First, we’ll use the xxt
function to fill in missing data and multiply the
genotype matrix by itself transposed.
my_xxt <- xxt(mat3)
Then, we’ll use eigen
to perform PCA.
my_pca <- eigen(my_xxt, symmetric = TRUE)
We’ll visualize the percentage variation explained by each axis.
percent_variation <- round(my_pca$values/sum(my_pca$values) * 100, 2)
plot(percent_variation)
The cutoff is arbitrary, but probably at least the first six PCs are worth investigating. We’ll make a function to plot PCs by number.
plotPCs <- function(x, y, eigenvect = my_pca$vectors,
pct_var = percent_variation){
ggplot(mapping = aes(x = eigenvect[,x], y = eigenvect[,y])) +
geom_point() +
labs(x = paste0("PC", x, " (", pct_var[x], "%)"),
y = paste0("PC", y, " (", pct_var[y], "%)"))
}
plotPCs(1, 2)
plotPCs(3, 4)
plotPCs(5, 6)
Nothing here is too concerning. We might want to export the PCA values and see what individuals get separated out on which axes.

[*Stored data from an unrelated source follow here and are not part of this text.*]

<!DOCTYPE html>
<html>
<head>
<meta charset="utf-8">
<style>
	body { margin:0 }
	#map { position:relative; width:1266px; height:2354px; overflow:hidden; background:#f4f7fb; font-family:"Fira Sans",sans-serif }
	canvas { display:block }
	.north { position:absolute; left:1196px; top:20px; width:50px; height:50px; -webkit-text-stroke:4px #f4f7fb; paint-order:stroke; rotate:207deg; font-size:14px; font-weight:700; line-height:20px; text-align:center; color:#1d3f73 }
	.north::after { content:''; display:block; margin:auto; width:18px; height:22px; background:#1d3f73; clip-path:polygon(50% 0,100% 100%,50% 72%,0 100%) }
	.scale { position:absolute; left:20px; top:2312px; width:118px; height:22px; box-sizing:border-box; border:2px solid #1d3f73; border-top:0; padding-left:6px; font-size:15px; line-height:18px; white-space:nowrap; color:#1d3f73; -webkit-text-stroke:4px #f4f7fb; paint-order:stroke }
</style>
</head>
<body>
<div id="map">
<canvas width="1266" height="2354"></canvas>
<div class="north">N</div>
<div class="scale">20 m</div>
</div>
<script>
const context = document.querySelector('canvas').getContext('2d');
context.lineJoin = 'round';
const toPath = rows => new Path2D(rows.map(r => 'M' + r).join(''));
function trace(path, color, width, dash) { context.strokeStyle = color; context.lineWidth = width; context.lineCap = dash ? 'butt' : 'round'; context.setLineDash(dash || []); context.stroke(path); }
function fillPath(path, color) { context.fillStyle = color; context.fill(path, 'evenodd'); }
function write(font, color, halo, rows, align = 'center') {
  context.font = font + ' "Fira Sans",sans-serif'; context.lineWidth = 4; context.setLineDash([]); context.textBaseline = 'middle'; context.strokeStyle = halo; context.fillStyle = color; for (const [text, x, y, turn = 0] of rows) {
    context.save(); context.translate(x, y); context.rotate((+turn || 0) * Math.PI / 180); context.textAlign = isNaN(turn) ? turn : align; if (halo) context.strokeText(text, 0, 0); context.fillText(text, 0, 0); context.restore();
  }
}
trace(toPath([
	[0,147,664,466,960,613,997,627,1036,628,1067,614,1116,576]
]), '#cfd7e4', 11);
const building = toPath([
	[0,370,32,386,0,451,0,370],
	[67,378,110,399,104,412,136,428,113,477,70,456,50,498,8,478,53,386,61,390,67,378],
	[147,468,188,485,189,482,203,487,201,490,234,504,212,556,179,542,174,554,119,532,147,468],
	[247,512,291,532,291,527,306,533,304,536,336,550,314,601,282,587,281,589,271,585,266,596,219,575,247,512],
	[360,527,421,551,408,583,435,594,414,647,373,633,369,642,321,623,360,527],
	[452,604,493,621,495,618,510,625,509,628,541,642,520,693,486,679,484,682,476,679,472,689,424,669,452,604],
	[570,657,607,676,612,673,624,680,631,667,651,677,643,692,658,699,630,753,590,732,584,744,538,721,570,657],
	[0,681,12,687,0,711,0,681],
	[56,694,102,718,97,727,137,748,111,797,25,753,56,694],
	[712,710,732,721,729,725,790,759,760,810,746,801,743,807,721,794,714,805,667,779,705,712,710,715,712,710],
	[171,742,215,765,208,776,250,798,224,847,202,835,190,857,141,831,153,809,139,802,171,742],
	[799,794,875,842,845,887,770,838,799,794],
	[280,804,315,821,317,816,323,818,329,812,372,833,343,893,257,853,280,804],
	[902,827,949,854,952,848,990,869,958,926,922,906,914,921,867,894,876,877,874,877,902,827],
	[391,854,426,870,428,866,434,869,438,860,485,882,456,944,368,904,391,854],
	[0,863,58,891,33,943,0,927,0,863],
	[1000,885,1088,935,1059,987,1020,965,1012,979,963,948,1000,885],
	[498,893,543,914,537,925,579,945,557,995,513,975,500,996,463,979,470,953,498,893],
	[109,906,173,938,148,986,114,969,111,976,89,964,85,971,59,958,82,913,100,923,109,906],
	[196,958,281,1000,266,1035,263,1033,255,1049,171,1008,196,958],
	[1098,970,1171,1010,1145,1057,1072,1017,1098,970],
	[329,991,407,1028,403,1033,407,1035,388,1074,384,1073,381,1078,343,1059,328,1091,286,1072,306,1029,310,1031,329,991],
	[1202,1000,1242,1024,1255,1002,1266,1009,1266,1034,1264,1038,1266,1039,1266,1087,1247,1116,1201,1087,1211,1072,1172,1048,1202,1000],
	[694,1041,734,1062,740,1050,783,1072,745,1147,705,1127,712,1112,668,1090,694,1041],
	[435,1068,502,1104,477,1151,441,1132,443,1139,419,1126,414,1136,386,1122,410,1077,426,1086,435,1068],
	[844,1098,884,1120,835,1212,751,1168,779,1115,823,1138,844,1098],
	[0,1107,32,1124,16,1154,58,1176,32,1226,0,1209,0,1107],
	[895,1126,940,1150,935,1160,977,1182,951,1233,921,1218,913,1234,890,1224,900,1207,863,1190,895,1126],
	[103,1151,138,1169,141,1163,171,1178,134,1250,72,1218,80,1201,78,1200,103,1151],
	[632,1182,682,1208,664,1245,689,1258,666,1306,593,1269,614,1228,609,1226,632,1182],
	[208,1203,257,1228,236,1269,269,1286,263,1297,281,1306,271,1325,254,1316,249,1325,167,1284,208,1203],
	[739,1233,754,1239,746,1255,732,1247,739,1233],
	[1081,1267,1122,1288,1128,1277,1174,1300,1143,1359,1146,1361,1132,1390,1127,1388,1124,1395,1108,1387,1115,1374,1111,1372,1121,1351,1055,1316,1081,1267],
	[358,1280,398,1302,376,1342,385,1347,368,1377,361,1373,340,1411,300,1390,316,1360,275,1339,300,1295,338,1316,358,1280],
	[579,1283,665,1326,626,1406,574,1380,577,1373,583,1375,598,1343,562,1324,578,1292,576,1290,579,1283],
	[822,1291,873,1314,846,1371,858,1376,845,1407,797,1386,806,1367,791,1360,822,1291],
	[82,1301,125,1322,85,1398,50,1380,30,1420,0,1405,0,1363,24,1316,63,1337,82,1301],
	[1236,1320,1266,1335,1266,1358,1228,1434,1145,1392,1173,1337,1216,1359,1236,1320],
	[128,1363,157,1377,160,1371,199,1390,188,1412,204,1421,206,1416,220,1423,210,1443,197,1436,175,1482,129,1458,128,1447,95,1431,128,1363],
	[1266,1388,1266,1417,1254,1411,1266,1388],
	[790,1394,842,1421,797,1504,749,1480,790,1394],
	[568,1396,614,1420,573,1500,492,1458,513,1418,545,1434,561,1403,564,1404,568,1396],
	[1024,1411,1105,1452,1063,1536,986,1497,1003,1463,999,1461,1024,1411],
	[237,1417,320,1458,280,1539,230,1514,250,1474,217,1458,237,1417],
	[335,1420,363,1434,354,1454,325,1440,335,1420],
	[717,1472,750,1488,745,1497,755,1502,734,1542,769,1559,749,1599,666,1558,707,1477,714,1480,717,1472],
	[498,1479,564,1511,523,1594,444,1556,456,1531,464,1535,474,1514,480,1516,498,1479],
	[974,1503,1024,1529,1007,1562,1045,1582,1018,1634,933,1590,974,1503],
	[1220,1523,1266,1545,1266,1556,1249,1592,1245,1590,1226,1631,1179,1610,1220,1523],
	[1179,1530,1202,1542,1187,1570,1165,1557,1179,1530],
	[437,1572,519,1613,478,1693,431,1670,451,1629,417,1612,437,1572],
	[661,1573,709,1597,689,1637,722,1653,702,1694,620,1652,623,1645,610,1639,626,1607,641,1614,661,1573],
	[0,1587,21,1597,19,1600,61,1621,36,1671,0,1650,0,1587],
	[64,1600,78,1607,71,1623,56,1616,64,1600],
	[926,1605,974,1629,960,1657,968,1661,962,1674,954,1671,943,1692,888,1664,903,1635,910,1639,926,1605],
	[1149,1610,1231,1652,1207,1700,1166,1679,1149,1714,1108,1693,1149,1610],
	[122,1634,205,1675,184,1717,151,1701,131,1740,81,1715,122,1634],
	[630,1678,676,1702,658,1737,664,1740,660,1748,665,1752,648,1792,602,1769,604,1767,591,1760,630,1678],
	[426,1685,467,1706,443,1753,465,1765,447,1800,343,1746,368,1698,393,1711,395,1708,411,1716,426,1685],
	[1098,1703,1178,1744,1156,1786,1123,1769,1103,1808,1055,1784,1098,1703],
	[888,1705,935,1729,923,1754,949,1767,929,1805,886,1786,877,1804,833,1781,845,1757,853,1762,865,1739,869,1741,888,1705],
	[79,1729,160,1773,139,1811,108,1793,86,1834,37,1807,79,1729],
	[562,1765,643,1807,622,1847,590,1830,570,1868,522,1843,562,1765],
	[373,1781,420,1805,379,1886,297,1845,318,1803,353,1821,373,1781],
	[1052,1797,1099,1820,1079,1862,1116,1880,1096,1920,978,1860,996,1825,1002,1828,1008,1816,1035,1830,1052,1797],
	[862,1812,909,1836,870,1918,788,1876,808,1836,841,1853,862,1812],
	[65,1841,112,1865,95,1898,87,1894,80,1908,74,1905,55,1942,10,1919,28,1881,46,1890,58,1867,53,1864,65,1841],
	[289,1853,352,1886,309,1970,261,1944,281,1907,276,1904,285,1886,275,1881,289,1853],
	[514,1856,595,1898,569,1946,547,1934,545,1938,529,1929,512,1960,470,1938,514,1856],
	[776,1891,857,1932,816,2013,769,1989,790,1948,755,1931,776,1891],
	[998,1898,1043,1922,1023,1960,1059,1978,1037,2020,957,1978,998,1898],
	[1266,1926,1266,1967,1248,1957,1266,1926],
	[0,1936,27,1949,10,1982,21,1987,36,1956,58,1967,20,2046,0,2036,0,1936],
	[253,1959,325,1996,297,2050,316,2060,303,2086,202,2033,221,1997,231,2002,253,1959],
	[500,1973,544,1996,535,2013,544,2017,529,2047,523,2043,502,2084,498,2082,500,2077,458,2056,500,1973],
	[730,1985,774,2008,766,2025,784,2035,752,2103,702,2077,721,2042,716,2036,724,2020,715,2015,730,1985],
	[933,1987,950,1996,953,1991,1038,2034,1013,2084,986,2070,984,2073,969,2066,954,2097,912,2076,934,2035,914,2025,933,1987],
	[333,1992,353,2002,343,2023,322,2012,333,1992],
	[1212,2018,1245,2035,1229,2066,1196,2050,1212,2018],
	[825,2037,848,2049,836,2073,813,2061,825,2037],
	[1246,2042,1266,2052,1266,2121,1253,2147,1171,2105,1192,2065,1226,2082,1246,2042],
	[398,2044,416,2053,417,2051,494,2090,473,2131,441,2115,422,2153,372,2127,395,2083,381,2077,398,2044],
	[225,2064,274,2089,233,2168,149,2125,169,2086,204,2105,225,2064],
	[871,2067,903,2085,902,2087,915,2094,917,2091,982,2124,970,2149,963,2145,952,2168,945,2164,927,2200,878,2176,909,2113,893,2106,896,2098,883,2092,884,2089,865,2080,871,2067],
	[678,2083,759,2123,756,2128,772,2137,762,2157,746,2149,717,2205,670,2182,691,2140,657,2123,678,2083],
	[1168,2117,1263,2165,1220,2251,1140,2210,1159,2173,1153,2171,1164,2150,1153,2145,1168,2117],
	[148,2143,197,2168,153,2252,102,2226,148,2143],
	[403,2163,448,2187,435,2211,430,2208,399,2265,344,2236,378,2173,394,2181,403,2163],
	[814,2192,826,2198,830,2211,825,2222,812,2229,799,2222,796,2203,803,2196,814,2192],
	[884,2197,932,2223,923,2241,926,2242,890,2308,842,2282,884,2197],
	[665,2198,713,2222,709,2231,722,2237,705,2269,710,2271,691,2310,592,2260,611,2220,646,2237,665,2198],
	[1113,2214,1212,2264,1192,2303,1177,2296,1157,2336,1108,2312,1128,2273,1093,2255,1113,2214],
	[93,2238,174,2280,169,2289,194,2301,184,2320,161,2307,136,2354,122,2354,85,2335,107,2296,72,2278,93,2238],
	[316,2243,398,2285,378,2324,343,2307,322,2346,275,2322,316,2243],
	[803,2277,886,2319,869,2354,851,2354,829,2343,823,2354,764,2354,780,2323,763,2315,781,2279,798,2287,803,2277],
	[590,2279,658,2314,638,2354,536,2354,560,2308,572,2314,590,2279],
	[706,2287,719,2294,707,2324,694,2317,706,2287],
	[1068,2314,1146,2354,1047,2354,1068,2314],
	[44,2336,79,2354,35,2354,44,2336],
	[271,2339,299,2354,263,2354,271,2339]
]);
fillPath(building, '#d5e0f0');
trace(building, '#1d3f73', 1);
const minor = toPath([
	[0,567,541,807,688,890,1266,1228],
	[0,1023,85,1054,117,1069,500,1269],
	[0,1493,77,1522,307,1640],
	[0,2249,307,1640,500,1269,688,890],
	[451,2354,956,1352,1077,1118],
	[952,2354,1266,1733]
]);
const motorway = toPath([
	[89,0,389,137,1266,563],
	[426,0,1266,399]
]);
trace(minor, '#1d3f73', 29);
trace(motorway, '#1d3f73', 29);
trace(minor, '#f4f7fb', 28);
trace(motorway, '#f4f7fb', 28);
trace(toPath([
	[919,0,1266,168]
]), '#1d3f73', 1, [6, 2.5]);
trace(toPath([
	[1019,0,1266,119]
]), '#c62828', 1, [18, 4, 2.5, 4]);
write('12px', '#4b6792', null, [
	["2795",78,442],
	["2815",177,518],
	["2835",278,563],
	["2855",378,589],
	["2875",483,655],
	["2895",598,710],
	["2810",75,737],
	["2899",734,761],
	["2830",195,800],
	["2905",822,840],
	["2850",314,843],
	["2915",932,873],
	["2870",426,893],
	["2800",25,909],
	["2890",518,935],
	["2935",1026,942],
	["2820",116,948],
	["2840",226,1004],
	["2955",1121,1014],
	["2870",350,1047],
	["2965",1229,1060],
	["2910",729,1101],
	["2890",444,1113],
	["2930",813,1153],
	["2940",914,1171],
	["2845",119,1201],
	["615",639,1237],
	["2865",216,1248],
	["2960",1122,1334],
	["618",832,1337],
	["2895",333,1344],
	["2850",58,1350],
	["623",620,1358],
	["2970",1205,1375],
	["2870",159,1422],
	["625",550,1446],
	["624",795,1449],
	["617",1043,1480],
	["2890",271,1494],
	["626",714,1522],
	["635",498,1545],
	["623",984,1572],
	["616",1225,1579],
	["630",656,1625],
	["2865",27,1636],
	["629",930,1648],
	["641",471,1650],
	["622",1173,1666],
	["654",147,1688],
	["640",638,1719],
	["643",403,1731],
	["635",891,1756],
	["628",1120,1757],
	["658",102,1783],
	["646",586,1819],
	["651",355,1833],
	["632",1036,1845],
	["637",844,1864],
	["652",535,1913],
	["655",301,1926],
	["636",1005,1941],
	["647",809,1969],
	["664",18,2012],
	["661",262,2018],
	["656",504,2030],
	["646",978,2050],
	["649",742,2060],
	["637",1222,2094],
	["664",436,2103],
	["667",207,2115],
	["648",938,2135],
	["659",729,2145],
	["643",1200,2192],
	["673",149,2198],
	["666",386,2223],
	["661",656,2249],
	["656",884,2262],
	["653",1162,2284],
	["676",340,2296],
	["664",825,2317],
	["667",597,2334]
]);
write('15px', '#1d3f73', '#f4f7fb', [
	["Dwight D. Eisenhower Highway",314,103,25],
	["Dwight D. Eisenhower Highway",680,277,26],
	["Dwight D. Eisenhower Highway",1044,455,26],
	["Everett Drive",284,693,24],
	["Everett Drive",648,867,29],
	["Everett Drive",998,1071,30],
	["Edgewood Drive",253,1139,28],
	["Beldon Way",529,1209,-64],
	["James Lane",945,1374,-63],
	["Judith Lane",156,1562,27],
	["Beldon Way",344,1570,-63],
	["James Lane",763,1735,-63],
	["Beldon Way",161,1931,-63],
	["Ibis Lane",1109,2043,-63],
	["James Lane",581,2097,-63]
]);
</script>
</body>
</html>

pca_tab <- data.frame(Sample = rownames(mat3),
my_pca$vectors[,1:6])
colnames(pca_tab)[-1] <- paste0("PC", 1:6)
pca_tab %>% dplyr::filter(PC1 < -0.05) %>%
dplyr::select(Sample, PC1, PC2)
Sample PC1 PC2
1 2005-4 -0.13525727 0.09480374
2 207 -0.19065895 0.07388037
3 78004 -0.06547668 -0.11441417
4 83IBI3 -0.18867283 0.07281932
5 9058 -0.16032711 0.11623400
6 CT109 -0.15518523 0.11236514
7 D20 -0.16232946 0.12437606
8 D857 -0.16351580 0.12604026
9 E588 -0.15697666 0.12490506
10 FR14 -0.06776477 -0.11502232
11 H114 -0.12896322 0.04600527
12 HD568 -0.19024578 0.07434204
13 huangchanga -0.14306171 0.11791188
14 LH1 -0.19111678 0.07353775
15 LP1 -0.06212702 -0.10273509
16 N192 -0.06209931 0.13797158
17 N42 -0.10046524 0.15733457
18 NS501 -0.06623449 -0.11428079
19 Pa91 -0.06373167 -0.10726813
20 PHG50 -0.18753704 0.07263444
21 PHG83 -0.19041778 0.07249585
22 PHJ31 -0.10922145 -0.02493382
23 PHM10 -0.19191092 0.07482949
24 PHN11 -0.18990018 0.07401101
25 R1656 -0.16294629 0.12403325
26 ZEAxppRBMDIAAPEI-6 -0.06883696 -0.11787323
27 282set_A634 -0.06693384 -0.11678946
28 282set_A654 -0.05176967 0.01533634
29 282set_B103 -0.14677217 0.04077557
30 282set_CI64 -0.17143190 0.07489318
31 282set_OH7B -0.14651879 0.09233454
32 282set_Pa875 -0.06159597 0.02382521
33 282set_Wf9 -0.06138572 0.02309199
34 german_FF0721H-7 -0.09706747 0.06381097
write.csv(pca_tab, file = "maize_pca.csv", row.names = FALSE)
Challenge: Find those accessions
PCs 3 and 4 separate out a tight cluster of individuals, in the upper left of the plot. What are the identities of these?
Solution
pca_tab %>% dplyr::filter(PC3 < -0.17) %>% dplyr::select(Sample, PC1, PC2, PC3, PC4)
Sample PC1 PC2 PC3 PC4 1 CAUMo17 0.06846645 -0.05034345 -0.2097394 0.1410231 2 LH128 0.06781703 -0.05170517 -0.2029908 0.1412591 3 LH51 0.06746680 -0.04877299 -0.2071386 0.1387211 4 LH60 0.06793352 -0.05081062 -0.2060974 0.1407863 5 SG17 0.06832035 -0.05228311 -0.2027568 0.1415698 6 ZEAxppRCODIAAPEI-9 0.06872508 -0.05148261 -0.2081216 0.1423601 7 282set_CI187-2 0.06828446 -0.05171065 -0.2046271 0.1430273
Key Points
The snpStats package can convert genotypes to numeric format and calculate statistics.